▸ **Action item**:
Reproduce word for word, from the entries below, the line with "Extract the structured", the line with "Instruction: Transcribe the", and every line between them, and nothing more.
[Records for the exercise Boundary: Start]
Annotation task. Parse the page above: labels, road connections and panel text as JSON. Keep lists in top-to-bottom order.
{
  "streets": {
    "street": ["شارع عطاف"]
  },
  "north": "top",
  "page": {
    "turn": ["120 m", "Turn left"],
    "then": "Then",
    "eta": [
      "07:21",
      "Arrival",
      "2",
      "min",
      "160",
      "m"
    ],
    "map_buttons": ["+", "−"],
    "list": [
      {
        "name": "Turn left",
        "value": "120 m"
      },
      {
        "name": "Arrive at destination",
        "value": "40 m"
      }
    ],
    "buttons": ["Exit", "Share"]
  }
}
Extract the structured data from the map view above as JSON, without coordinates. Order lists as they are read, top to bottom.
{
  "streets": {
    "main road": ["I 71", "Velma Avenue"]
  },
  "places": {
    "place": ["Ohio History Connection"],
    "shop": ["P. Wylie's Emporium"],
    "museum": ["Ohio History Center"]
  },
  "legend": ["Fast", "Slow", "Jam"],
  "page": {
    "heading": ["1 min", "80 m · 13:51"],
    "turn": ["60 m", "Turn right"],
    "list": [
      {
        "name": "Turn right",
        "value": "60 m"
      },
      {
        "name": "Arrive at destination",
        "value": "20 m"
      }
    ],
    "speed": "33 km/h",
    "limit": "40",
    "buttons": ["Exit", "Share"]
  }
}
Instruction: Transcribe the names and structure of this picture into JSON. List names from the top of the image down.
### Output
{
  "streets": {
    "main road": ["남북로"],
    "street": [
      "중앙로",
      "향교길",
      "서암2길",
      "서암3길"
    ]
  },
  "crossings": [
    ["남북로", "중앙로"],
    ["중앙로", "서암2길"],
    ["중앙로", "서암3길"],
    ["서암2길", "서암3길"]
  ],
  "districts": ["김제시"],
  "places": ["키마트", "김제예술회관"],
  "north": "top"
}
[Records for the exercise Boundary: End]
▸ **Output for this exercise**:
Extract the structured data from the map view above as JSON, without coordinates. Order lists as they are read, top to bottom.
{
  "streets": {
    "main road": ["I 71", "Velma Avenue"]
  },
  "places": {
    "place": ["Ohio History Connection"],
    "shop": ["P. Wylie's Emporium"],
    "museum": ["Ohio History Center"]
  },
  "legend": ["Fast", "Slow", "Jam"],
  "page": {
    "heading": ["1 min", "80 m · 13:51"],
    "turn": ["60 m", "Turn right"],
    "list": [
      {
        "name": "Turn right",
        "value": "60 m"
      },
      {
        "name": "Arrive at destination",
        "value": "20 m"
      }
    ],
    "speed": "33 km/h",
    "limit": "40",
    "buttons": ["Exit", "Share"]
  }
}
Instruction: Transcribe the names and structure of this picture into JSON. List names from the top of the image down.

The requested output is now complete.